» **Exercise instructions**: If a line in the records contains the string "unlabelled", show that line.

» **Record set**:
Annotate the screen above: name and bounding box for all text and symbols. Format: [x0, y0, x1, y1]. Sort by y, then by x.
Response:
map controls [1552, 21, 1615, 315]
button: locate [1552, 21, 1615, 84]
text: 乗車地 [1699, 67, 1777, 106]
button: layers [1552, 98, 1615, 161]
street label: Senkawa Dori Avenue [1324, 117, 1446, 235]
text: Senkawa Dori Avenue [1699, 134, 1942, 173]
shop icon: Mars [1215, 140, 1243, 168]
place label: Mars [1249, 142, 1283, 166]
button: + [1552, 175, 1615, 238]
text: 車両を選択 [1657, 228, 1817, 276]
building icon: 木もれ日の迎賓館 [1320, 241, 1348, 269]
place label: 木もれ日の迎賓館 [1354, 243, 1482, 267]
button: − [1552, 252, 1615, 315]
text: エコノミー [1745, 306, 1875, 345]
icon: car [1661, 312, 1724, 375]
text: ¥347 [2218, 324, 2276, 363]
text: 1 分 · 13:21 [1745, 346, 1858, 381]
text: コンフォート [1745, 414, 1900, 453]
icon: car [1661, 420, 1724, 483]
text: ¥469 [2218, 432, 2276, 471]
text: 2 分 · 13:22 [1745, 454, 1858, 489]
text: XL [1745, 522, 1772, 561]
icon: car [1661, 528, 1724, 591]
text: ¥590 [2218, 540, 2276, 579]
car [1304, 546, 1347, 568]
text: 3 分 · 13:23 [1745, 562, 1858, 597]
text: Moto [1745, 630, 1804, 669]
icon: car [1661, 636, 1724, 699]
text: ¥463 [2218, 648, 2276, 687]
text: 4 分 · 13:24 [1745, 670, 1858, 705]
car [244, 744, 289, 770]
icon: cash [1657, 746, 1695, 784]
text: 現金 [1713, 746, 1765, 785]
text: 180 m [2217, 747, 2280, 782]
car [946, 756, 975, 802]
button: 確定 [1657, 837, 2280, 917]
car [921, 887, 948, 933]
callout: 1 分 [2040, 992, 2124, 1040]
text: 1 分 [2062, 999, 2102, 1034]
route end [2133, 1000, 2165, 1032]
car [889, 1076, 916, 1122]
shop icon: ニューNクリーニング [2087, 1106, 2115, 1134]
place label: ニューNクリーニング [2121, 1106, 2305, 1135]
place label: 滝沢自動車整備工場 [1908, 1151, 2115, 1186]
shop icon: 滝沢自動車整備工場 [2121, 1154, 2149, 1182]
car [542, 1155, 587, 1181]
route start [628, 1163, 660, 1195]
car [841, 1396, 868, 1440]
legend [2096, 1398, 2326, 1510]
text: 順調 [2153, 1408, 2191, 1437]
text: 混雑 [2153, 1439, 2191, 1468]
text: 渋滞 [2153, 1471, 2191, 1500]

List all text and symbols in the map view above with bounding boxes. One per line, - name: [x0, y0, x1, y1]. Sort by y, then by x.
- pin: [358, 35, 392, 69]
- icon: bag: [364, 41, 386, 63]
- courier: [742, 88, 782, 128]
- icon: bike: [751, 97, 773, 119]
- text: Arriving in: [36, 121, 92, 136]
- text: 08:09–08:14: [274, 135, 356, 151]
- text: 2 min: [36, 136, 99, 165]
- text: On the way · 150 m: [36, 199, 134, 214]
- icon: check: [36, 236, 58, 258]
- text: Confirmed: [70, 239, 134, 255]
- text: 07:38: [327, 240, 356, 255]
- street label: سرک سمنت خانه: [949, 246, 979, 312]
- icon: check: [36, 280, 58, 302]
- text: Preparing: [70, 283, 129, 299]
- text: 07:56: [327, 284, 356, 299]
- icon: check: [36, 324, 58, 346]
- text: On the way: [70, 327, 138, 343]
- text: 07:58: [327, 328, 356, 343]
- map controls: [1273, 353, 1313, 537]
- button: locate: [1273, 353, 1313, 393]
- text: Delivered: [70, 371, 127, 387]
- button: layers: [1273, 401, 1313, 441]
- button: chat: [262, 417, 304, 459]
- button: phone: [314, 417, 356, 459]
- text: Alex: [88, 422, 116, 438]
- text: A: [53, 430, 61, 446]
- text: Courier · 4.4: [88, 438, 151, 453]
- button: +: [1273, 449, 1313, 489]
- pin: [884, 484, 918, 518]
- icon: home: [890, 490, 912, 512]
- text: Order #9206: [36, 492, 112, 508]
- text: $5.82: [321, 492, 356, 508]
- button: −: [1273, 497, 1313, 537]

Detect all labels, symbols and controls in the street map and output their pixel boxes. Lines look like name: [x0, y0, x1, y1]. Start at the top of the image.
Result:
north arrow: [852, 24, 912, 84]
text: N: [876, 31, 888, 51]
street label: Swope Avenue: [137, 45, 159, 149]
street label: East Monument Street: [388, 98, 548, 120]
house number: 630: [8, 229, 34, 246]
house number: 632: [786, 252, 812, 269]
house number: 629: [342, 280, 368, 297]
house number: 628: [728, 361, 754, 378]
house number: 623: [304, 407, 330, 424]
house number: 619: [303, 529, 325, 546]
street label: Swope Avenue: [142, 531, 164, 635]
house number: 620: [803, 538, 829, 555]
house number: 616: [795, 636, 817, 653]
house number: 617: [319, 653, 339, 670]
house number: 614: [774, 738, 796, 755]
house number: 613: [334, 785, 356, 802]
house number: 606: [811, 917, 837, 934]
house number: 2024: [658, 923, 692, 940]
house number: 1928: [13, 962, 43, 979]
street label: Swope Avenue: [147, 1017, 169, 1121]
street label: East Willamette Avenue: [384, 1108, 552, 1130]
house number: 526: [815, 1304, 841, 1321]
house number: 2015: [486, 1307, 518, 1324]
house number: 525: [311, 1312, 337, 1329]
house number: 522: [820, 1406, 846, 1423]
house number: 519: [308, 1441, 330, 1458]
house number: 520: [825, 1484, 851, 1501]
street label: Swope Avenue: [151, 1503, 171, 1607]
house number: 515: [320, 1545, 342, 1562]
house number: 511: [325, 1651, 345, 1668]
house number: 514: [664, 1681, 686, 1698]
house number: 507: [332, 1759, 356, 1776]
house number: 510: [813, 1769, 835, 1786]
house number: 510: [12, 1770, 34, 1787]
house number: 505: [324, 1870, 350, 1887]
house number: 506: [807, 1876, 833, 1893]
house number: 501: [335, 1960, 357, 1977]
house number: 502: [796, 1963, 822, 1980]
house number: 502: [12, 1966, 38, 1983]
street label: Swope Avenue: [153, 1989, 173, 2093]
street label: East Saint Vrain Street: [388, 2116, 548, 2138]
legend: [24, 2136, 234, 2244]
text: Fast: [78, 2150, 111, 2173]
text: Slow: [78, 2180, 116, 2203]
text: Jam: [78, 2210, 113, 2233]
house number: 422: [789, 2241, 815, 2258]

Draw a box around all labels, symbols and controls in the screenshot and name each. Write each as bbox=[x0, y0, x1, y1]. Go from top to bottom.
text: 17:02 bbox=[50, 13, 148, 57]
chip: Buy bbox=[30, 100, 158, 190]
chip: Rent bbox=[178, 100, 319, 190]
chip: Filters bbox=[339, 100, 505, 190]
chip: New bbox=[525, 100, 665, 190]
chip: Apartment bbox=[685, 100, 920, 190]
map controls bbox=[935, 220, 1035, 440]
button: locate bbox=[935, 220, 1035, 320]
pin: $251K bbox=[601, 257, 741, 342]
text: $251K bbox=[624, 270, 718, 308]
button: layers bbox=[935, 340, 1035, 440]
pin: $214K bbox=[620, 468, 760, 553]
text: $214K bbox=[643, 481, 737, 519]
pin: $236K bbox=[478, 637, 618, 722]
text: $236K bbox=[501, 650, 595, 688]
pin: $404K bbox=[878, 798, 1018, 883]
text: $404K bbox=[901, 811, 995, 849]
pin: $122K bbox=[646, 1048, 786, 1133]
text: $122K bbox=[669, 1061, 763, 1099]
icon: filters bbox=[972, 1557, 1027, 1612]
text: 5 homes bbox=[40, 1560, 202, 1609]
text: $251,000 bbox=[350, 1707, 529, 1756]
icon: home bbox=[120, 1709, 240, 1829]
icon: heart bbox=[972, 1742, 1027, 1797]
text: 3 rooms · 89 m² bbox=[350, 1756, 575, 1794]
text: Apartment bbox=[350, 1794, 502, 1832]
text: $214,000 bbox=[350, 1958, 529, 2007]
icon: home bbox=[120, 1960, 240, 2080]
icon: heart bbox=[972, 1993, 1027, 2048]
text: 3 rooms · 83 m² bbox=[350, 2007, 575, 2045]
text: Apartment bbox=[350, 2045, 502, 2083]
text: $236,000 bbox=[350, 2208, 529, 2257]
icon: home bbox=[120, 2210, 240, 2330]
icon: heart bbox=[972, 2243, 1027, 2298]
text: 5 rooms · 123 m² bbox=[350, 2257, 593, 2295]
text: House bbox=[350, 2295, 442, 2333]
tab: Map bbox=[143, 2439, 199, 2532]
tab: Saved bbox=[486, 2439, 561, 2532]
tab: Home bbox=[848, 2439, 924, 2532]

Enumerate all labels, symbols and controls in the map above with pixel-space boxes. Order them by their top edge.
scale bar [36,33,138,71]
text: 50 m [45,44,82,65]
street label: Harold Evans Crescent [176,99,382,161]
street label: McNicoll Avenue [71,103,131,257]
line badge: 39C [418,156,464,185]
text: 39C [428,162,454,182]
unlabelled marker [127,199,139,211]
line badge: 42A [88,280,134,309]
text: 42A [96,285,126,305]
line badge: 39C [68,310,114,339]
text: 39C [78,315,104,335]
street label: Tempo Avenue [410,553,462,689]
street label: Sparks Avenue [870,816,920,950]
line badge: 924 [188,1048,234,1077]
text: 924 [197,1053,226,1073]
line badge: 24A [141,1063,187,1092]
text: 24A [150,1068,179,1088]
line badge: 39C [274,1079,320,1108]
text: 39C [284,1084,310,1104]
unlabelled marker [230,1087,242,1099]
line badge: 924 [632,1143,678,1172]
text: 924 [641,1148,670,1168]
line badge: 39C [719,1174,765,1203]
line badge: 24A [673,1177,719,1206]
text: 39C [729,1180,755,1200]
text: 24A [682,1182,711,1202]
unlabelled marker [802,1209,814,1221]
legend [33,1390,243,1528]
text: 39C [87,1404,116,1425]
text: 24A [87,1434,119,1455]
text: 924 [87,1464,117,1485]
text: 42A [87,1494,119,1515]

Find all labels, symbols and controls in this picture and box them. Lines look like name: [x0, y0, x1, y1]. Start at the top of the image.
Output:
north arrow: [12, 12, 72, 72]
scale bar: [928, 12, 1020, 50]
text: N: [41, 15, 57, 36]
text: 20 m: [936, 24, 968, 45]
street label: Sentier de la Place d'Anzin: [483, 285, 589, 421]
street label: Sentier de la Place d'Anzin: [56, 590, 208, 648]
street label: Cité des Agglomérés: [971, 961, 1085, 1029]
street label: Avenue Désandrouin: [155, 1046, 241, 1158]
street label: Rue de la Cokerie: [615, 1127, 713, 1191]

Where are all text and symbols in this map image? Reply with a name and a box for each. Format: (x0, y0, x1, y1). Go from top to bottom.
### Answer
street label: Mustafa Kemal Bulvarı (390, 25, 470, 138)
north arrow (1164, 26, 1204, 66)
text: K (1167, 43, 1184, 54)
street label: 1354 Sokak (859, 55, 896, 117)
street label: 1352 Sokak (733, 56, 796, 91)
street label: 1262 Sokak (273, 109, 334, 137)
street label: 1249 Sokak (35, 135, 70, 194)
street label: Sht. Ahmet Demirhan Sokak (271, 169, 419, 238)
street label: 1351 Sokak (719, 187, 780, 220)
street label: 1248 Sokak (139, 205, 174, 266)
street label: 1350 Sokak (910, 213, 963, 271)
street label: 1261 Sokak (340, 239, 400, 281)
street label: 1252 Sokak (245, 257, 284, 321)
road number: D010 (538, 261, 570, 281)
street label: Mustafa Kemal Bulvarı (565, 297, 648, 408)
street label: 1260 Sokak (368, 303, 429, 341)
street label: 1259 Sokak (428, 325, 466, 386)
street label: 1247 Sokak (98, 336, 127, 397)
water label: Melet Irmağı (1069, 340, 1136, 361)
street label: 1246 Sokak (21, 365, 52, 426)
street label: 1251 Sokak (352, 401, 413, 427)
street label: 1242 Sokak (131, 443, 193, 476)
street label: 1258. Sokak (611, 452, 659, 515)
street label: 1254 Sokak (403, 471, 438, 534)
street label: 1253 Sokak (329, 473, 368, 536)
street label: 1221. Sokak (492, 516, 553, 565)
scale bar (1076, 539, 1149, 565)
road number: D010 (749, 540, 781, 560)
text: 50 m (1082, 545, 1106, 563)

» **Task output**:
unlabelled marker [127,199,139,211]
unlabelled marker [230,1087,242,1099]
unlabelled marker [802,1209,814,1221]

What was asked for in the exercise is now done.